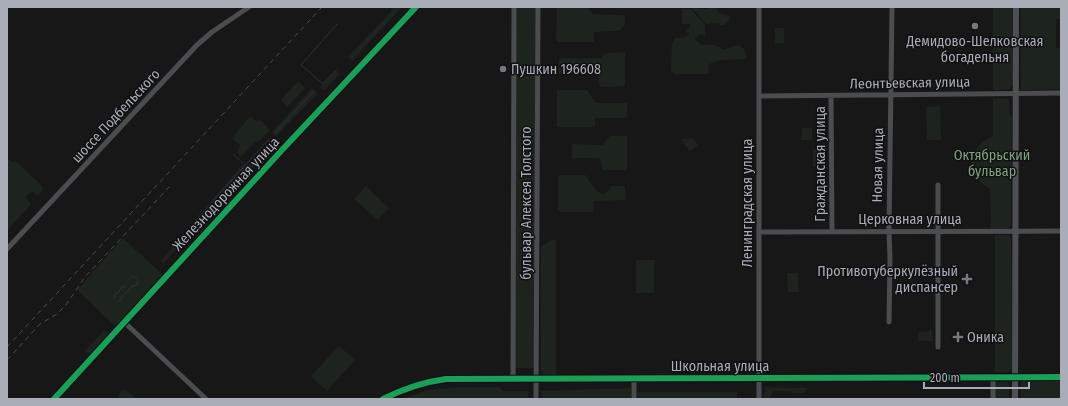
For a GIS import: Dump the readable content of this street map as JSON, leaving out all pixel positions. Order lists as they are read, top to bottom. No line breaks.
{"streets":{"street":["Леонтьевская улица","шоссе Подбельского","Гражданская улица","Новая улица","Железнодорожная улица","бульвар Алексея Толстого","Ленинградская улица","Церковная улица","Школьная улица"]},"crossings":[["Леонтьевская улица","Гражданская улица"],["Леонтьевская улица","Новая улица"],["Леонтьевская улица","Ленинградская улица"],["Гражданская улица","Церковная улица"],["Новая улица","Церковная улица"],["бульвар Алексея Толстого","Школьная улица"],["Ленинградская улица","Церковная улица"],["Ленинградская улица","Школьная улица"]],"parks":["Октябрьский бульвар"],"places":{"other":["Демидово-Шелковская богадельня","Пушкин 196608"],"health":["Противотуберкулёзный диспансер","Оника"]},"scale_bar":"200 m"}
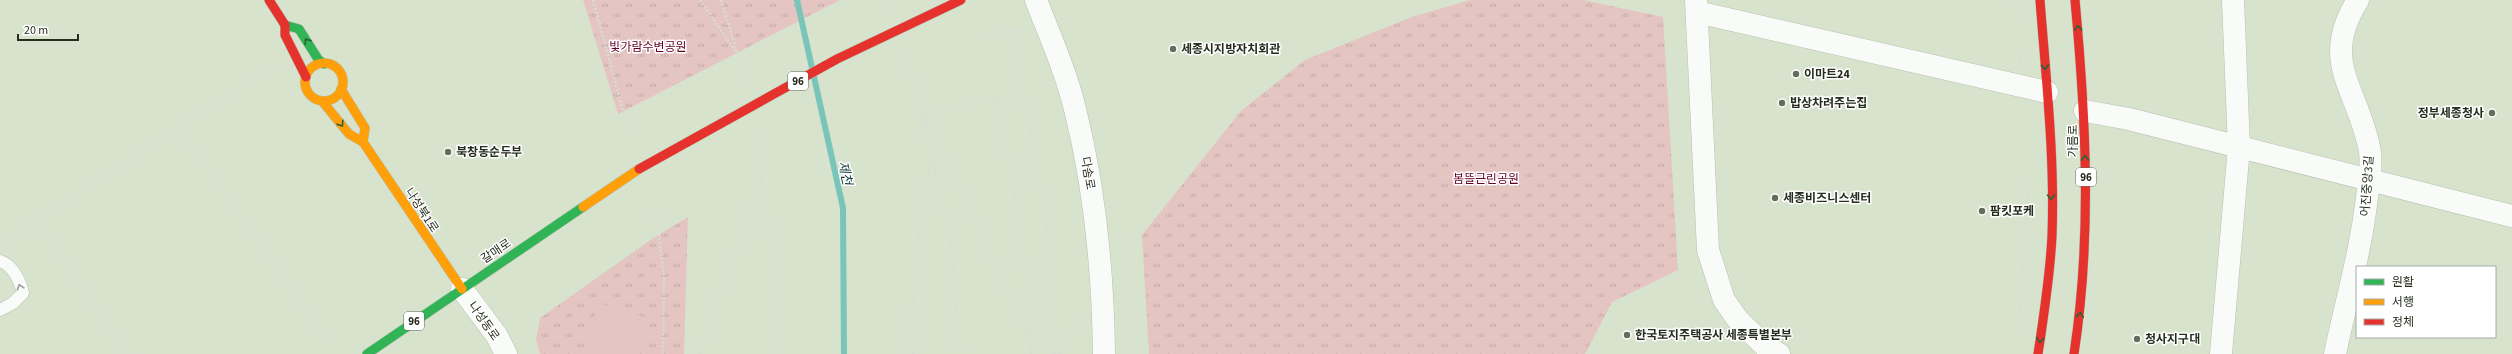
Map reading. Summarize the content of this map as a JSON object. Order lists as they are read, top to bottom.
{
  "streets": {
    "main road": [
      "96",
      "가름로",
      "나성북1로",
      "갈매로"
    ],
    "street": ["다솜로", "어진중앙3길", "나성동로"]
  },
  "crossings": [
    ["나성북1로", "갈매로"],
    ["나성북1로", "나성동로"],
    ["갈매로", "나성동로"]
  ],
  "water": ["제천"],
  "parks": ["빛가람수변공원", "봄뜰근린공원"],
  "places": [
    "세종시지방자치회관",
    "이마트24",
    "밥상차려주는집",
    "정부세종청사",
    "북창동순두부",
    "세종비즈니스센터",
    "팜킷포케",
    "한국토지주택공사 세종특별본부",
    "청사지구대"
  ],
  "legend": ["원활", "서행", "정체"],
  "scale_bar": "20 m"
}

▶ WHAT YOU WILL DO:
Pictures aside, repeat every line of the data above exactly.

▶ EXPECTED ANSWER:
For a GIS import: Dump the readable content of this street map as JSON, leaving out all pixel positions. Order lists as they are read, top to bottom. No line breaks.
{"streets":{"street":["Леонтьевская улица","шоссе Подбельского","Гражданская улица","Новая улица","Железнодорожная улица","бульвар Алексея Толстого","Ленинградская улица","Церковная улица","Школьная улица"]},"crossings":[["Леонтьевская улица","Гражданская улица"],["Леонтьевская улица","Новая улица"],["Леонтьевская улица","Ленинградская улица"],["Гражданская улица","Церковная улица"],["Новая улица","Церковная улица"],["бульвар Алексея Толстого","Школьная улица"],["Ленинградская улица","Церковная улица"],["Ленинградская улица","Школьная улица"]],"parks":["Октябрьский бульвар"],"places":{"other":["Демидово-Шелковская богадельня","Пушкин 196608"],"health":["Противотуберкулёзный диспансер","Оника"]},"scale_bar":"200 m"}
Map reading. Summarize the content of this map as a JSON object. Order lists as they are read, top to bottom.
{
  "streets": {
    "main road": [
      "96",
      "가름로",
      "나성북1로",
      "갈매로"
    ],
    "street": ["다솜로", "어진중앙3길", "나성동로"]
  },
  "crossings": [
    ["나성북1로", "갈매로"],
    ["나성북1로", "나성동로"],
    ["갈매로", "나성동로"]
  ],
  "water": ["제천"],
  "parks": ["빛가람수변공원", "봄뜰근린공원"],
  "places": [
    "세종시지방자치회관",
    "이마트24",
    "밥상차려주는집",
    "정부세종청사",
    "북창동순두부",
    "세종비즈니스센터",
    "팜킷포케",
    "한국토지주택공사 세종특별본부",
    "청사지구대"
  ],
  "legend": ["원활", "서행", "정체"],
  "scale_bar": "20 m"
}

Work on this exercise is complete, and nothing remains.